BRIEF: Where the string "canvas" appears in a line of the material below, copy that line.

STUDY MATERIAL:
*** Begin section ***

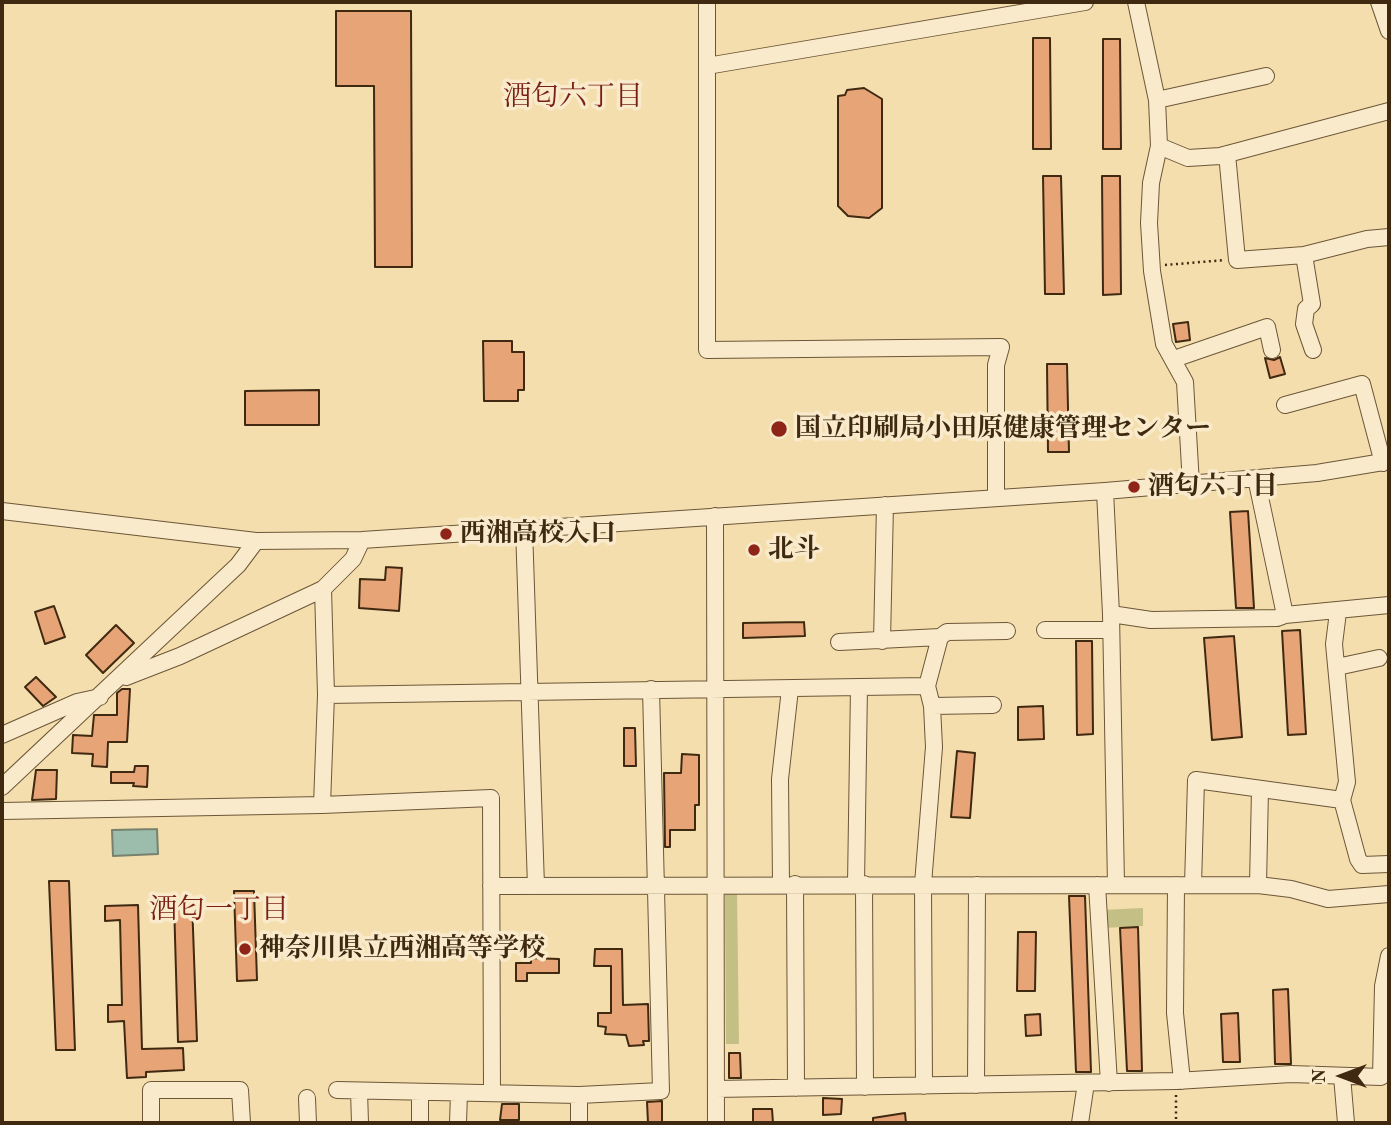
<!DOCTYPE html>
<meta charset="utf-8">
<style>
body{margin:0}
#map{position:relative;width:1391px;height:1125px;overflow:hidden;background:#f4dead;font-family:"Old Standard TT",serif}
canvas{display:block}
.frame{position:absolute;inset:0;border:4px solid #3f2911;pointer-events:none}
.north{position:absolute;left:1307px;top:1041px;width:70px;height:70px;-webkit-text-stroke:5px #f8eaca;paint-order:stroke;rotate:270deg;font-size:19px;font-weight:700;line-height:28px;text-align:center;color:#3f2911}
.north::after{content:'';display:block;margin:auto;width:24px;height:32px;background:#3f2911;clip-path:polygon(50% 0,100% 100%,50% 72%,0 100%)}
</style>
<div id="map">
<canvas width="1391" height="1125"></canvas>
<div class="frame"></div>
<div class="north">N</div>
</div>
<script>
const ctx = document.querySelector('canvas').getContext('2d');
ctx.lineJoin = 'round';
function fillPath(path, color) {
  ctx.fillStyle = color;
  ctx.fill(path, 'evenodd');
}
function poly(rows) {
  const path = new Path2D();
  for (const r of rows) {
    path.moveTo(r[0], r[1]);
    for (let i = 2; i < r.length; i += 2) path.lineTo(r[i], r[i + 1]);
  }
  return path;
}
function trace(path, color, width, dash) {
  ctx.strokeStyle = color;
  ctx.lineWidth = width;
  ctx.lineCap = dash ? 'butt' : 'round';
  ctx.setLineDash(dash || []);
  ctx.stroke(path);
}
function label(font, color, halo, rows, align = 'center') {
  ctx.font = font + ' "Old Standard TT","Noto Serif JP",serif';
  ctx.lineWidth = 7;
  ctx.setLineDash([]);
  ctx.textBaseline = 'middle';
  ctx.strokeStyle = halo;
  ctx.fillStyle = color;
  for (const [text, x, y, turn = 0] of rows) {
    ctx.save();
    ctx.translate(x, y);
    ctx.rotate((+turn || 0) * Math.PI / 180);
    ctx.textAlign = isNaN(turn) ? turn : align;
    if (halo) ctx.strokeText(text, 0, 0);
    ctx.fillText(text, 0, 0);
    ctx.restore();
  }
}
fillPath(poly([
 [725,893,737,893,739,1044,726,1044],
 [1143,908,1143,926,1103,928,1102,910]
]), '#c4bf84');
const water = poly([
 [157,829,158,854,113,856,112,830,157,829]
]);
fillPath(water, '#9cbcac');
trace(water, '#77816e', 2);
const building = poly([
 [336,11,411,11,412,267,375,267,374,86,336,86,336,11],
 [1033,38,1050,38,1051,149,1033,149,1033,38],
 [1103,39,1120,39,1121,149,1103,149,1103,39],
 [864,88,882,99,882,208,869,218,848,216,838,206,838,96,845,95,847,90,864,88],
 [1043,176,1061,176,1064,294,1045,294,1043,176],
 [1102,176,1120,176,1121,294,1103,295,1102,176],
 [1188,322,1190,340,1176,342,1173,324,1188,322],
 [483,341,512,341,512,352,524,352,524,390,518,390,518,401,484,401,483,341],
 [1280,357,1285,374,1270,378,1265,358,1274,360,1280,357],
 [1047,364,1067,364,1069,452,1048,452,1047,364],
 [319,390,319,425,245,425,245,391,319,390],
 [1248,511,1254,608,1236,608,1230,512,1248,511],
 [386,567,402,568,399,611,359,608,360,579,385,580,386,567],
 [54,606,65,637,45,644,35,612,54,606],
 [804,622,805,636,743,638,743,623,804,622],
 [116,625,134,643,103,673,86,655,116,625],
 [1300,630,1306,734,1288,735,1282,631,1300,630],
 [1234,636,1242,737,1212,740,1204,638,1234,636],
 [1076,641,1092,641,1093,734,1077,735,1076,641],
 [36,677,56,697,43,706,25,687,36,677],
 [122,689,130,689,127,742,108,742,107,767,92,766,93,754,72,753,73,735,92,736,94,715,117,715,117,693,122,689],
 [1043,706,1044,739,1018,740,1018,707,1043,706],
 [624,728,635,728,636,766,624,766,624,728],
 [957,751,975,753,970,818,951,817,957,751],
 [682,754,699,755,699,805,695,805,695,830,670,830,670,847,665,847,664,773,681,773,682,754],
 [135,766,148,766,147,787,133,786,134,783,111,783,111,772,134,772,135,766],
 [36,770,57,770,56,799,32,800,36,770],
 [49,881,69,881,75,1050,56,1050,49,881],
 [234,891,254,891,257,980,237,981,234,891],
 [1069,896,1085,896,1091,1072,1076,1072,1069,896],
 [192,901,197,1041,178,1042,174,902,192,901],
 [138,905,142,1049,183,1048,184,1070,146,1072,146,1077,127,1078,124,1021,108,1022,108,1005,122,1005,120,920,105,921,105,906,138,905],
 [1138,927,1142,1071,1127,1071,1120,928,1138,927],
 [1018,932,1036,932,1035,991,1017,991,1018,932],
 [595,949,622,949,623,1005,648,1004,649,1041,643,1041,644,1045,629,1046,626,1035,605,1034,606,1027,598,1026,598,1013,611,1013,611,966,594,966,595,949],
 [531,958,559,959,559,973,527,973,527,981,516,981,516,963,531,963,531,958],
 [1288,989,1291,1064,1275,1064,1273,990,1288,989],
 [1238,1013,1240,1062,1223,1062,1221,1014,1238,1013],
 [1040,1014,1041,1035,1026,1036,1025,1015,1040,1014],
 [729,1053,740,1053,741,1078,729,1078,729,1053],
 [823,1098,842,1099,841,1114,823,1115,823,1098],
 [662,1101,662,1123,648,1123,647,1102,662,1101],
 [502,1104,519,1104,519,1120,500,1120,502,1104],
 [753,1109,772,1109,773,1123,753,1123,753,1109],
 [905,1113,906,1123,873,1123,873,1118,905,1113]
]);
fillPath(building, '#e6a477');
trace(building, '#3f2911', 2);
const minor = poly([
 [707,2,707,350,1001,347],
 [1136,2,1157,100,1159,146,1151,183,1149,223,1152,271,1164,344,1185,382,1191,484],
 [1379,2,1389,31],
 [707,66,1085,2],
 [1157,100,1266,76],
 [1159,146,1188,158,1220,156,1389,111],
 [1227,154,1237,260,1304,255,1367,239,1389,237],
 [1304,255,1312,304,1306,309,1304,324,1313,350],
 [1174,359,1267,327,1272,350],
 [1285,405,1362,384,1383,463],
 [1256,478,1285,615,1389,605],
 [1105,491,1111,614,1116,885],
 [996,497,996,365,1001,347],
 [2,511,256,541,362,540,1105,491,1317,473,1389,461],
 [715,516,716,1123],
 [524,528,536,886],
 [323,589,326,695,322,805,491,798,492,1093],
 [1338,612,1334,644,1347,782,1342,800,1358,859,1362,865,1389,864],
 [1111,614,1151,620,1277,618,1285,615],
 [1045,630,1111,630],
 [940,637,947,632,1007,631],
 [882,641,885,505],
 [839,642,940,637,927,686],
 [1337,667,1379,658],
 [126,677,180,656,323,589,353,559,362,540],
 [326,695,927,686,932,706,934,747,923,884,924,1086],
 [932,706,993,705],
 [2,735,77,702,100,697],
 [2,787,238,565,256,541],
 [2,811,322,805],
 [781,884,780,779,790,689],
 [795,884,796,1088],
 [856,884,859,687],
 [864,884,865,1087],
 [1097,885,1109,1083],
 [1176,885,1175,1013,1182,1081],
 [1193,885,1196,780,1342,800],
 [1258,885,1260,789],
 [491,886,1258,885,1291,889,1328,899,1389,894],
 [1342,1076,1346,1123],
 [976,1085,977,885],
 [716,1089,1176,1081,1291,1074,1381,1077,1383,986,1389,956],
 [337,1090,579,1095],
 [359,1091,360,1123],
 [420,1092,420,1123],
 [307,1098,308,1123],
 [151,1123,151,1090,240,1090,242,1123],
 [458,1123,459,1093],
 [579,1123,579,1095,661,1091,651,689],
 [1080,1123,1086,1083]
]);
trace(minor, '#6c5638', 18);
trace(poly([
 [1165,265,1225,260],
 [1176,1095,1176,1123]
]), '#3f2911', 2.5, [2, 3.5]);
trace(minor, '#f8eaca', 16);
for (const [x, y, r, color] of [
 [779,429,9,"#8f2418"],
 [1134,487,7,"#8f2418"],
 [446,534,7,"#8f2418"],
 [754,550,7,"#8f2418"],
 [245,949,7,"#8f2418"]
]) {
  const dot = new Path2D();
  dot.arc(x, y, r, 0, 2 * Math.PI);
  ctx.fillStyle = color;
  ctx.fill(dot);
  trace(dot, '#f8eaca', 2.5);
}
label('bold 26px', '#3f2911', '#f8eaca', [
 ["国立印刷局小田原健康管理センター",795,429],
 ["酒匂六丁目",1148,487],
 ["西湘高校入口",460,534],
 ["北斗",768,550],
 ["神奈川県立西湘高等学校",259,949]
], 'left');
label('28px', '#7a1f14', '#f8eaca', [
 ["酒匂六丁目",573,98],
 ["酒匂一丁目",219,911]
]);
</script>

*** End section ***

RESPONSE TO THIS EXERCISE:
canvas{display:block}
<canvas width="1391" height="1125"></canvas>
const ctx = document.querySelector('canvas').getContext('2d');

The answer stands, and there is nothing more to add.